Professor Rejmanek is also the author of the most recent report on plant extinctions in California, published in 2017. At that time there were 13 plant species and 17 sub-species native to California known to be globally extinct and another 30 species and sub-species extirpated in California but still found in other states. Over half the globally extinct taxa were reported as extinct over 100 years ago. Although grassland in California had been converted to Mediterranean annual grasses by grazing domesticated animals nearly 100 years before then, most of the plants now designated as “invasive” in California were not widespread over 100 years ago. Only one extinction mentions “invasive species” as one of the factors in its disappearance. Rejmanek speculates that livestock grazing is the probable cause. He said, “Indeed, one needs quite a bit of imagination to predict that any native plant species may be driven to extinction by invasive plants per se.”

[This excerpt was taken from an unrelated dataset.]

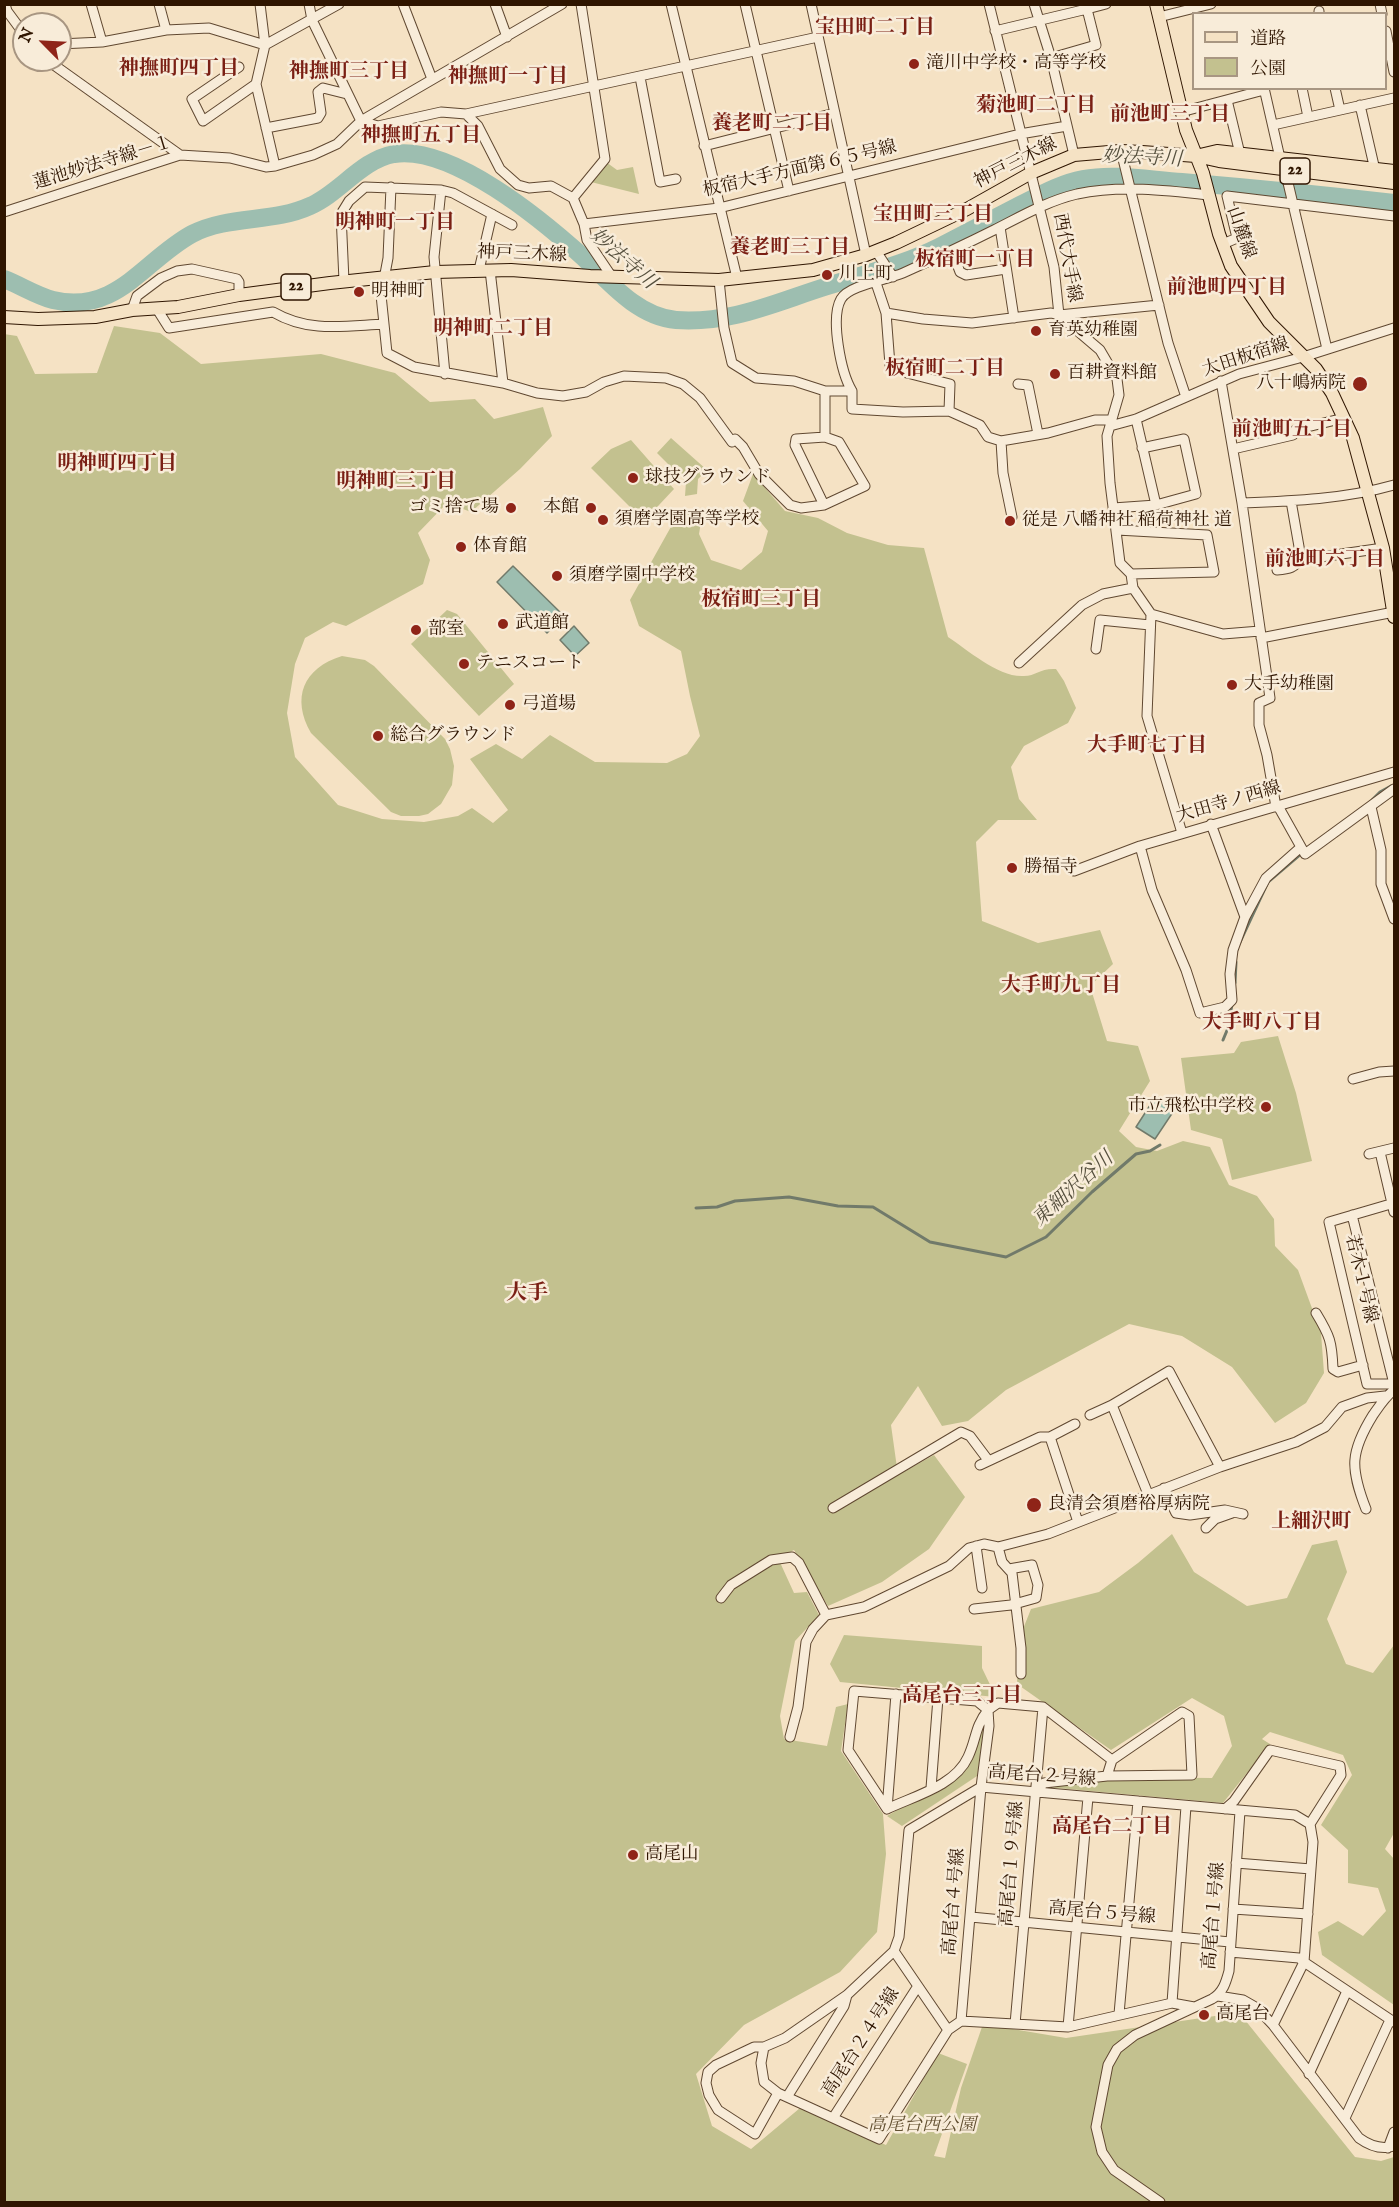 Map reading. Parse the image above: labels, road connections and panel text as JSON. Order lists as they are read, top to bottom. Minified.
{"streets":{"main road":["神戸三木線","22","山麓線"],"street":["蓮池妙法寺線－１","板宿大手方面第６５号線","西代大手線","太田板宿線","大田寺ノ西線","若木１号線","高尾台２号線","高尾台１９号線","高尾台４号線","高尾台５号線","高尾台１号線","高尾台２４号線"]},"crossings":[["神戸三木線","山麓線"],["神戸三木線","西代大手線"],["山麓線","太田板宿線"],["高尾台２号線","高尾台１９号線"],["高尾台２号線","高尾台４号線"],["高尾台２号線","高尾台１号線"],["高尾台１９号線","高尾台５号線"],["高尾台４号線","高尾台５号線"],["高尾台５号線","高尾台１号線"]],"districts":["宝田町二丁目","神撫町四丁目","神撫町三丁目","神撫町一丁目","菊池町二丁目","前池町三丁目","養老町二丁目","神撫町五丁目","宝田町三丁目","明神町一丁目","養老町三丁目","板宿町一丁目","前池町四丁目","明神町二丁目","板宿町二丁目","前池町五丁目","明神町四丁目","明神町三丁目","前池町六丁目","板宿町三丁目","大手町七丁目","大手町九丁目","大手町八丁目","大手","上細沢町","高尾台三丁目","高尾台二丁目"],"water":["妙法寺川","東細沢谷川"],"parks":["高尾台西公園"],"places":["滝川中学校・高等学校","川上町","明神町","育英幼稚園","百耕資料館","八十嶋病院","球技グラウンド","ゴミ捨て場","本館","須磨学園高等学校","従是 八幡神社 稲荷神社 道","体育館","須磨学園中学校","武道館","部室","テニスコート","大手幼稚園","弓道場","総合グラウンド","勝福寺","市立飛松中学校","良清会須磨裕厚病院","高尾山","高尾台"],"legend":["道路","公園"],"north":"top left"}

This recap of Rejmanek’s expertise about so-called “invasive” trees and plants establishes his credentials as a reliable witness as the co-author of “Conflicting values: ecosystem services and invasive tree management,” which I will summarize for readers today.

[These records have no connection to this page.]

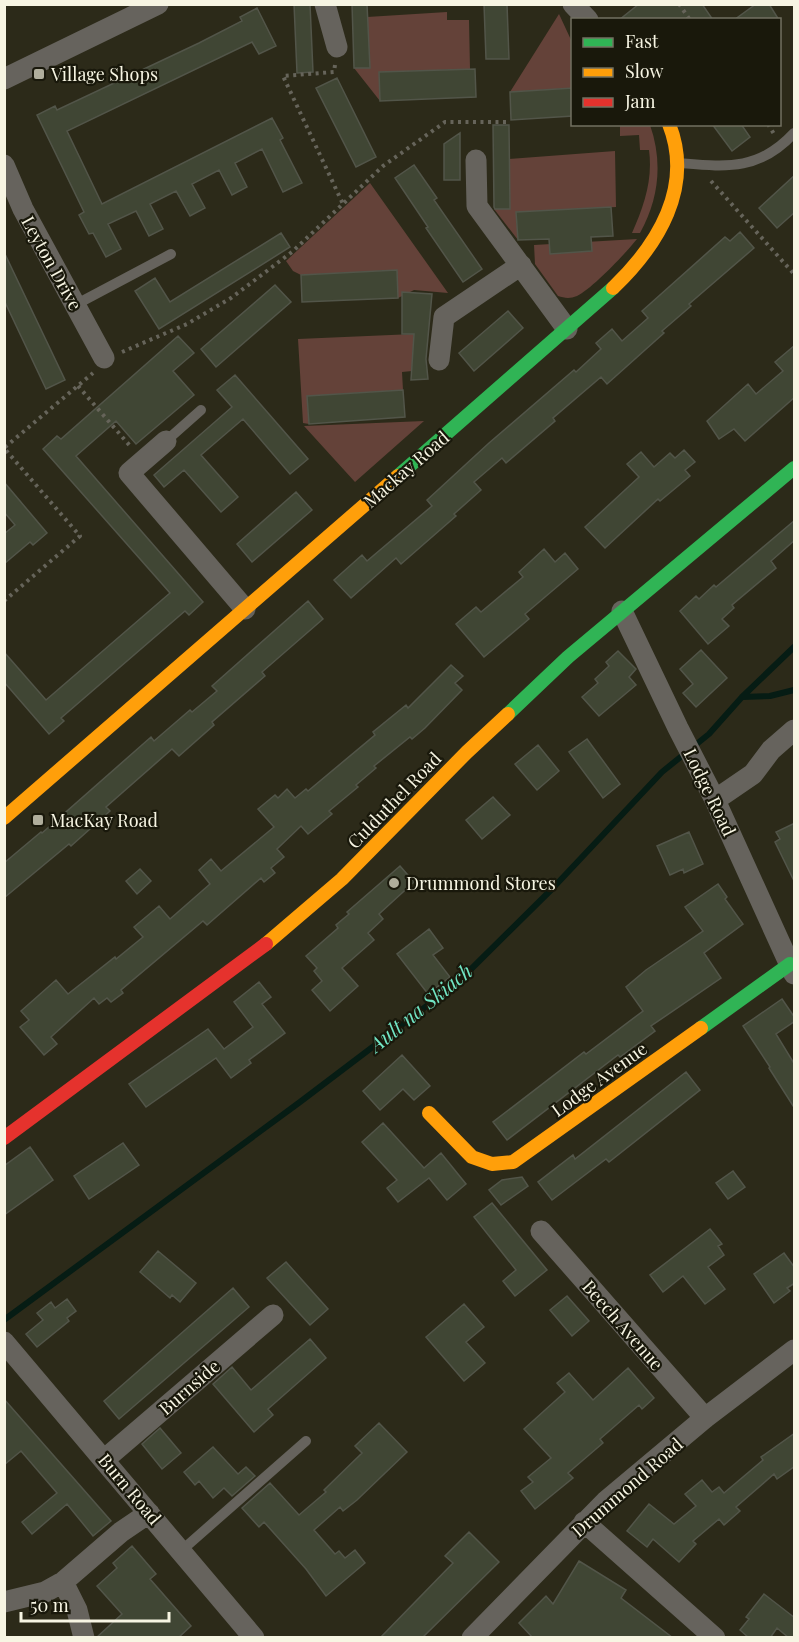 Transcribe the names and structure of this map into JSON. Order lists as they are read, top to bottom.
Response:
{
  "streets": {
    "street": [
      "Leyton Drive",
      "Mackay Road",
      "Lodge Road",
      "Culduthel Road",
      "Lodge Avenue",
      "Beech Avenue",
      "Burnside",
      "Drummond Road",
      "Burn Road"
    ]
  },
  "crossings": [
    ["Lodge Road", "Culduthel Road"],
    ["Lodge Road", "Lodge Avenue"],
    ["Beech Avenue", "Drummond Road"],
    ["Burnside", "Burn Road"]
  ],
  "water": ["Ault na Skiach"],
  "places": {
    "transit": ["Village Shops", "MacKay Road"],
    "other": ["Drummond Stores"]
  },
  "legend": ["Fast", "Slow", "Jam"],
  "scale_bar": "50 m"
}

Setting the stage for conflict
As Europeans colonized the new world in the 18th and 19th centuries, they often brought trees from home with them, motivated primarily by an aesthetic preference. When the colonial era came to an end, nationalism during the 19th century encouraged a new appreciation of indigenous flora. When planting their own gardens and farms, America’s founding fathers had a strong preference for planting native trees. While fighting the Revolutionary War, George Washington wrote to the caretakers of his farm at Mount Vernon instructing them to plant NO English trees, but rather to transplant trees from the surrounding forests.
Sources of conflict
By mid-20th century, this preference for indigenous trees escalated to the current belief that non-native trees are threatening indigenous ecosystems. Conflict arises when there is a “failure to account for, assess, and balance trade-offs between the eco-system services or, at times, a failure to agree on the relative value of particular services.” (1) The study identifies the tree species that are the focus of such conflicts around the world and the ecosystem services those species provide:
Conservation Sense and Nonsense has reported on many of these conflicts around the world:
- The stated purpose of the destruction of forests in Chicago was the “restoration” of grassland that existed prior to the arrival of Europeans. Conservation Sense and Nonsense described the conflict regarding that destruction in one of my first articles in 2011 because the issues were similar to those in the San Francisco Bay Area. The debate raged in Chicago for over 15 years, but the destruction of the forest was finally accomplished, despite opposition. Likewise, in San Francisco after 20 years of conflict, the eradication of eucalyptus forests is being achieved.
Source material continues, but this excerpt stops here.